Apertium hosts numerous MTs of Turkic languages but some of them haven't been worked to completion. By refining these pairs we'd be bringing in these MTs to Apertium repertoire and cover an important ground in Turkic computational linguistics.
Resources
A. B. Ercilasun, Türk Lehçeleri Grameri
A. F. Sjoberg, Uzbek Structural Grammar
J. Hebert and N. Poppe, Kirghiz Manual
N. Poppe, Tatar Manual
Rıdvan Öztürk, Yeni Uygur Türkçesi Grameri
E. N. Necip, Uyghurche-Turkche Lughet
R. Ehmetyanov et al, Türkçe-Tatarca Sözlük
Uyghur-English-Mandarin dictionary[1]
Pamukkale University's Turkish-Kyrgyz[2], Turkish-Tatar[3] and Turkish-Uzbek[4] dictionaries
Indiana University's Uzbek-English dictionary[5]

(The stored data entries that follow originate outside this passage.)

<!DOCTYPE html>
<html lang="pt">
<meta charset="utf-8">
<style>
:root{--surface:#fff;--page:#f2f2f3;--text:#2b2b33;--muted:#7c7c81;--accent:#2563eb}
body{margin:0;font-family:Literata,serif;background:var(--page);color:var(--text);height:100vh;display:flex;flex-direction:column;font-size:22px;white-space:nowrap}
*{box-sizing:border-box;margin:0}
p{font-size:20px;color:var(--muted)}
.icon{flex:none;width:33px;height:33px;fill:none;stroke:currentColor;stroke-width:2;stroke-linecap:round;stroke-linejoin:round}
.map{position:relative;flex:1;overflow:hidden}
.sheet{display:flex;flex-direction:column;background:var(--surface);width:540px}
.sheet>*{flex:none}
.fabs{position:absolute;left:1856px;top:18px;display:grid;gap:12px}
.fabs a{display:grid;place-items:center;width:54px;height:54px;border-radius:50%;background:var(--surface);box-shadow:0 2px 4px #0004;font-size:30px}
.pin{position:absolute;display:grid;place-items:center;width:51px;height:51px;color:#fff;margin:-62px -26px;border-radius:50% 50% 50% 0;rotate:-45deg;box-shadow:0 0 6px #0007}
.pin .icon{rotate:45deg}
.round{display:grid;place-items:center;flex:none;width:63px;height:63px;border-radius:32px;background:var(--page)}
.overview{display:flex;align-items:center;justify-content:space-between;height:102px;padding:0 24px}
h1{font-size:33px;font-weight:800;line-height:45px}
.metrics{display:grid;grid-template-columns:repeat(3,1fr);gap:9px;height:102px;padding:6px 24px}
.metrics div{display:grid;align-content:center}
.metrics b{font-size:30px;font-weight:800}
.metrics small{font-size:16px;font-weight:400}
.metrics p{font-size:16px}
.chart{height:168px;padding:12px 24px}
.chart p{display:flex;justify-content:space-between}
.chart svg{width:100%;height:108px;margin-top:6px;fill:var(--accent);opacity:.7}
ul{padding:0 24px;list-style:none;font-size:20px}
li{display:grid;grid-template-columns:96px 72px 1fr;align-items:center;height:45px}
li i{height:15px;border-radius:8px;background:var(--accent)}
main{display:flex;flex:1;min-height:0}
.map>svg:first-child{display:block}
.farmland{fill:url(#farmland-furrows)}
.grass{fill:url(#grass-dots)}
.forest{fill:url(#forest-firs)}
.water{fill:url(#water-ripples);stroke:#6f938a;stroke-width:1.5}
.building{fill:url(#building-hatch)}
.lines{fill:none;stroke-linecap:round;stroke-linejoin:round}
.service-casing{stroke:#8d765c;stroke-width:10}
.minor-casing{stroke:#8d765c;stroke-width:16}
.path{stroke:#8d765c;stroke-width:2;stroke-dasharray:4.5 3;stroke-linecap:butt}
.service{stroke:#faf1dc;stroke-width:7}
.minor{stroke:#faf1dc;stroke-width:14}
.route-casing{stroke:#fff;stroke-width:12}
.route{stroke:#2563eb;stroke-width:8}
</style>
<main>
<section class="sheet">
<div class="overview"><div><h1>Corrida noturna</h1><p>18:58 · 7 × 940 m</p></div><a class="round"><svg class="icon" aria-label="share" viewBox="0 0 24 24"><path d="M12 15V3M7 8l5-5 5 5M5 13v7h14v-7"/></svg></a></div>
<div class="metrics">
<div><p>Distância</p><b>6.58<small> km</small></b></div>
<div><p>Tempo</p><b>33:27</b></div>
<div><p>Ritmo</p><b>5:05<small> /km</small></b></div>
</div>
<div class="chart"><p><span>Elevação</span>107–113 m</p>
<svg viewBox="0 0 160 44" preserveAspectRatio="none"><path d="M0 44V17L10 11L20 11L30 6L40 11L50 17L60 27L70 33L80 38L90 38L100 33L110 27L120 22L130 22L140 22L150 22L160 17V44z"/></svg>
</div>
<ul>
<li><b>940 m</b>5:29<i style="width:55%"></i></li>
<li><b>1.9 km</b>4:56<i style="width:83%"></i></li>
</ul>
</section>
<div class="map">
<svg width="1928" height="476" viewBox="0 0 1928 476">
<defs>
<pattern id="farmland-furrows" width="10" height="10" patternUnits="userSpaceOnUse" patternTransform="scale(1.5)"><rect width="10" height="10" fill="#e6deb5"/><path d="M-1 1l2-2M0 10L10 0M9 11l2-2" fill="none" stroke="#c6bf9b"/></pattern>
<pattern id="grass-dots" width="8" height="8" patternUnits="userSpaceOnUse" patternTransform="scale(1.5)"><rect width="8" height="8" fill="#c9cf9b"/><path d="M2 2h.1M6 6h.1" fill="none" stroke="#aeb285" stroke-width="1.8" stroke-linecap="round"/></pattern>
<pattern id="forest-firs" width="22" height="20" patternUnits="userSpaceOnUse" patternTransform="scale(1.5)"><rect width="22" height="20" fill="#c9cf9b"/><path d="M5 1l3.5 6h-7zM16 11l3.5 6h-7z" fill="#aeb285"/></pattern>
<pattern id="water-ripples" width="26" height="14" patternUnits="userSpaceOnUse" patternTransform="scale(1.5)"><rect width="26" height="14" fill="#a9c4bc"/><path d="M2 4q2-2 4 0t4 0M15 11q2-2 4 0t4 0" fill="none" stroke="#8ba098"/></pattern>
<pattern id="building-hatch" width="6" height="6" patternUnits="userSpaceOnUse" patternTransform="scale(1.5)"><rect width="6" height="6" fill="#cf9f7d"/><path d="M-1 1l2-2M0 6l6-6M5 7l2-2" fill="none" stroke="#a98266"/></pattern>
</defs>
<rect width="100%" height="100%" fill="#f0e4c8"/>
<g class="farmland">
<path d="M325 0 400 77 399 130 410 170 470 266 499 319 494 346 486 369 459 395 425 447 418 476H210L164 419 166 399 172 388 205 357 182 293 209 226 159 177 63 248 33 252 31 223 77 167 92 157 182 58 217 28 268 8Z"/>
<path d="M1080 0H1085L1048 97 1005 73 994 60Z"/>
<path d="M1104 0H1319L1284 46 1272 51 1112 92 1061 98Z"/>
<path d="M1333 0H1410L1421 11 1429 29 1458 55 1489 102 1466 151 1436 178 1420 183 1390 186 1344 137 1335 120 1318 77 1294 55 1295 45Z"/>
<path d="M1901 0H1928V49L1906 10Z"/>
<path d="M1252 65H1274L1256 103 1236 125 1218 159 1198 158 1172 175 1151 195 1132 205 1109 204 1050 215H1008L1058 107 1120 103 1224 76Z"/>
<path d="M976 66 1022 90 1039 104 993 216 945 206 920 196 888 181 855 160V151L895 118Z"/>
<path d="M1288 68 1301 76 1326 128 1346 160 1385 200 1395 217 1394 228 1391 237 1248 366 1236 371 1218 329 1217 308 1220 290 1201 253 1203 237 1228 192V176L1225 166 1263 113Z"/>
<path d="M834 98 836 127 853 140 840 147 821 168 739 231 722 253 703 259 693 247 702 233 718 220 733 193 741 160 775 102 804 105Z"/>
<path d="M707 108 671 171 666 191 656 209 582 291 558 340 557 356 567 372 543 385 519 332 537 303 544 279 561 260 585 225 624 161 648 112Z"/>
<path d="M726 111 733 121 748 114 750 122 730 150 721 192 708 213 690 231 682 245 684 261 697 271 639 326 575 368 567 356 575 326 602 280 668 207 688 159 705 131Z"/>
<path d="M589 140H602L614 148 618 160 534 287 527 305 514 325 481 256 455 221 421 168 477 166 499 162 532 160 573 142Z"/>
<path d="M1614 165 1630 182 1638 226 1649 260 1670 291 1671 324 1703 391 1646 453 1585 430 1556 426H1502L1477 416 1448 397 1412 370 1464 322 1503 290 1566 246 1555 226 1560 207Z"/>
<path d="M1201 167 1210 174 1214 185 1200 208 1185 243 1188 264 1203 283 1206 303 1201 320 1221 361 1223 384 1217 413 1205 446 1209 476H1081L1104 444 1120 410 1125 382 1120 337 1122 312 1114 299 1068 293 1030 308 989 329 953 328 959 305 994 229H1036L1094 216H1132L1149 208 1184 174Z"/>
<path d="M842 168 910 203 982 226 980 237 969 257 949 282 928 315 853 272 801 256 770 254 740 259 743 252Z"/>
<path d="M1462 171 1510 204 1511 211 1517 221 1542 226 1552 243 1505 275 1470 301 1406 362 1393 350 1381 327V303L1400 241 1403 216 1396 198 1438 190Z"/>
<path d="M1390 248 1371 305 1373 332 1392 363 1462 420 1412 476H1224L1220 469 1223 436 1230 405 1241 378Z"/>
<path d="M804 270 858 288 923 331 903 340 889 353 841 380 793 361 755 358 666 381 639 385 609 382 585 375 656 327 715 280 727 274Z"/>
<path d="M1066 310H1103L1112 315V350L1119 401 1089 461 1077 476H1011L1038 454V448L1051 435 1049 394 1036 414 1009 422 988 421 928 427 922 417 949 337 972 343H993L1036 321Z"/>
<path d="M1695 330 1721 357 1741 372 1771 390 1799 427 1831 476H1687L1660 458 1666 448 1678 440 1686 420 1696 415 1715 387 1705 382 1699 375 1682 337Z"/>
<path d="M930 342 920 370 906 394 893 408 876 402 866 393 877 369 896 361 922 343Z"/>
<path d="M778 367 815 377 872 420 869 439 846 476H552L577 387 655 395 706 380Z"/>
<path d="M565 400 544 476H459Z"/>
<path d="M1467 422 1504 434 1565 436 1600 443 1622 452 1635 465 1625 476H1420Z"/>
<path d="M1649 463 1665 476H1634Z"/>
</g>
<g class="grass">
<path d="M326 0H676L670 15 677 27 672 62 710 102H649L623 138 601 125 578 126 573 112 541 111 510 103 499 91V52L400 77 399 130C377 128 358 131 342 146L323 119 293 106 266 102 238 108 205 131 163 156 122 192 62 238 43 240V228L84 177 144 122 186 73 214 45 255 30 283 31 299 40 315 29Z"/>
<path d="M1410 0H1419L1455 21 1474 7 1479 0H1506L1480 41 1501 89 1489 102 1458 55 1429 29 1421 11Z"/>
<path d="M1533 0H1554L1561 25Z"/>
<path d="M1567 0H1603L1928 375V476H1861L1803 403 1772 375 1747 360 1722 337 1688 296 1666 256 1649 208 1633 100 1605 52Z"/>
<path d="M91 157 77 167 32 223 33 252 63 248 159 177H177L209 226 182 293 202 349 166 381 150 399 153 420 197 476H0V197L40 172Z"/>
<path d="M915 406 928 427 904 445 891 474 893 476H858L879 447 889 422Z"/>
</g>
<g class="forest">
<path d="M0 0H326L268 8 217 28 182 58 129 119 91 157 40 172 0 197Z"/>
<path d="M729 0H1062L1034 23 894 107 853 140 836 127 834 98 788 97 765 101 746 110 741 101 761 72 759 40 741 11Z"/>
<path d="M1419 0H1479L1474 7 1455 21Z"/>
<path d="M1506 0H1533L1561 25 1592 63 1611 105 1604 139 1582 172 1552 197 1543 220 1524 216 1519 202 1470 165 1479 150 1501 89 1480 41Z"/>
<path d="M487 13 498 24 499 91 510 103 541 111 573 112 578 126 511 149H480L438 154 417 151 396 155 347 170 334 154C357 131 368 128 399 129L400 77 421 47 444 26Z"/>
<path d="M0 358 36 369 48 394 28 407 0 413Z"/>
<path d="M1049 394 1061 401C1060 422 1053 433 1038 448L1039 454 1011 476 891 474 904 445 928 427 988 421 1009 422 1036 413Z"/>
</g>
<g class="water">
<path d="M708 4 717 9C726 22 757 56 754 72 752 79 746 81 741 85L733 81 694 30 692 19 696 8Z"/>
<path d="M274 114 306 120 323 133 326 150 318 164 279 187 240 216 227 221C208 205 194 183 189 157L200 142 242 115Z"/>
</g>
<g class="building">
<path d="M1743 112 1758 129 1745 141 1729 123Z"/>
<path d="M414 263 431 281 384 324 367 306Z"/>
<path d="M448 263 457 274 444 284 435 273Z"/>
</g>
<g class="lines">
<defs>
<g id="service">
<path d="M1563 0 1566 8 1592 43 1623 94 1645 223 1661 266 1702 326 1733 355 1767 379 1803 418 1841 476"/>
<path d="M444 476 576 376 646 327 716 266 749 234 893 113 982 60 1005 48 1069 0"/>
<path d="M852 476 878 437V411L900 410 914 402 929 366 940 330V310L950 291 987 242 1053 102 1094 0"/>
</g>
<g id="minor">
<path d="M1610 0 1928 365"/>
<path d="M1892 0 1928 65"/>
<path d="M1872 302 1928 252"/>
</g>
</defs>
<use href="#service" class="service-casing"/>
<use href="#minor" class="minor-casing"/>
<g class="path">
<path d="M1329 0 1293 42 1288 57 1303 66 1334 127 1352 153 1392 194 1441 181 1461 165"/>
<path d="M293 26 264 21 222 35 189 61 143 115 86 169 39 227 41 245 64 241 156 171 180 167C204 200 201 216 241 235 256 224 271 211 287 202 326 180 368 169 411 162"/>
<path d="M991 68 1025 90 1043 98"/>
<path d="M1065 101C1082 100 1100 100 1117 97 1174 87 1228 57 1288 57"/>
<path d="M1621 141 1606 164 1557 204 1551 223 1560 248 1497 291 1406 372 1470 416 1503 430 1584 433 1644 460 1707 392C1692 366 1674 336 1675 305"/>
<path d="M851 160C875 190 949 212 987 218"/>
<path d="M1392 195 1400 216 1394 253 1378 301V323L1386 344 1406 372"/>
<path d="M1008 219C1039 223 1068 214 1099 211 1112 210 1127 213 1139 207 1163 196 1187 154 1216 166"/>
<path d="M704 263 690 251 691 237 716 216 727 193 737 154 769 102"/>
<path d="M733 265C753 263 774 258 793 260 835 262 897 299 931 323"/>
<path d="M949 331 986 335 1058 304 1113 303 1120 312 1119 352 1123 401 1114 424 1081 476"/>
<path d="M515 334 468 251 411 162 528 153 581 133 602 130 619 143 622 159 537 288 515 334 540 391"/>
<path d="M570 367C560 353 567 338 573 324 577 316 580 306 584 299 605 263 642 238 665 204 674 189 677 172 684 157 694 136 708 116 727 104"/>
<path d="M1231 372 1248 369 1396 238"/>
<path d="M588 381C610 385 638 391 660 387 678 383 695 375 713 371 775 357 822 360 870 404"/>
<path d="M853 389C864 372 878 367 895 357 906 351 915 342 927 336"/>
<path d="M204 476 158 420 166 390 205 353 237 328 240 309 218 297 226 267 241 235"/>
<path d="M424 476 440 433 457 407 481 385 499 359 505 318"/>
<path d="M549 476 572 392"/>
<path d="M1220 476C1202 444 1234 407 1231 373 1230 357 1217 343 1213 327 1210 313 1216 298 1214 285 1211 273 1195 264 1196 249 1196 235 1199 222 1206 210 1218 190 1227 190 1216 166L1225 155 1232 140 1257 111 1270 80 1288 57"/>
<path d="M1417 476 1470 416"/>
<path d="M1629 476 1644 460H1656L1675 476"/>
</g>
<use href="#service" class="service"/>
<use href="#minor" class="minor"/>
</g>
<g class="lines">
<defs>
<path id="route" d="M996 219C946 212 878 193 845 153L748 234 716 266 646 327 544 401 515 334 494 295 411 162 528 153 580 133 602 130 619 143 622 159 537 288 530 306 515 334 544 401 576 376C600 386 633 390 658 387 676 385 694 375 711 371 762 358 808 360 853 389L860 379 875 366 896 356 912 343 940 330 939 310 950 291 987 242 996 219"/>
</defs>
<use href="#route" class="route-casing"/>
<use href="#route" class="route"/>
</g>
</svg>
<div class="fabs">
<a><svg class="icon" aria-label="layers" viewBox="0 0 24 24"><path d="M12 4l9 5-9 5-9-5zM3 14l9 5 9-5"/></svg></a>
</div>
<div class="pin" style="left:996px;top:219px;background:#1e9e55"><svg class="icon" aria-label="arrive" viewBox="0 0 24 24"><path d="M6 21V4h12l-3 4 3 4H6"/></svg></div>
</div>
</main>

cevirce.com[6] for Turkish-Kyrgyz, Turkish-Uzbek and Turkish-Tatar translations
How do you plan to use these? Looking up words manually? Scraping them? We have pages of resources for some of these languages with sources already listed—so why list them here? —Firespeaker (talk) 04:56, 5 April 2019 (CEST)
Work Plan
-Post-application period:
Studying the grammars of languages where necessary (Tatar and Kyrgyz). Tagging examplary sentences and writing rules.
-Community-bonding period:
Working on coverage. As of now all pairs have around 80% coverage. Starting annotation and rule writing.
-Month 1:
Writing scripts
Adding words to bidix, get coverage up from 80%
Chunking
Transfer rules
Begin CG rules
-Month 2:
POS tagging/constraint grammar
Transfer rules
Get CG rules up to 100, ~50% disambiguation
>90% coverage
-Month 3:
Creation of an Annotated Corpus
Plan by Weeks
1. All pairs up to 80% coverage
2. Basic CG, 82% coverage
3. 83% coverage
4. Transfer, 84% coverage
5. 85% coverage
6. Transfer, lexical selection
7. CG, 86% coverage
8. Transfer, lexsel, 87% coverage
9. 88% coverage
10. CG, Transfer
11. Transfer, lexsel, 89% coverage
12. Transfer, lexsel
13. Preparing texts for annotation
14-16. Annotating the corpora, %90 coverage on each pair
Coding Challenge
I will tag 20 sentences for each language pair and write 5 ambiguity rules.
where are you putting it? —Firespeaker (talk) 05:00, 5 April 2019 (CEST)
Deliverables
WER comparable to other inter-Turkic/Romance pairs. Implementation of ambiguous rules. Data for machine-learned disambiguation.
Summer Obligations and Commitments
I have no scheduled commitments.
Qualification
I'm a 3rd year student of linguistics at Boğaziçi University. I've taken several compuational linguistics classes as part of my studies. I've already worked with Apertium last year on an MT project between Uyghur and Turkish, which I believe helped me improve my understanding of computational linguistics.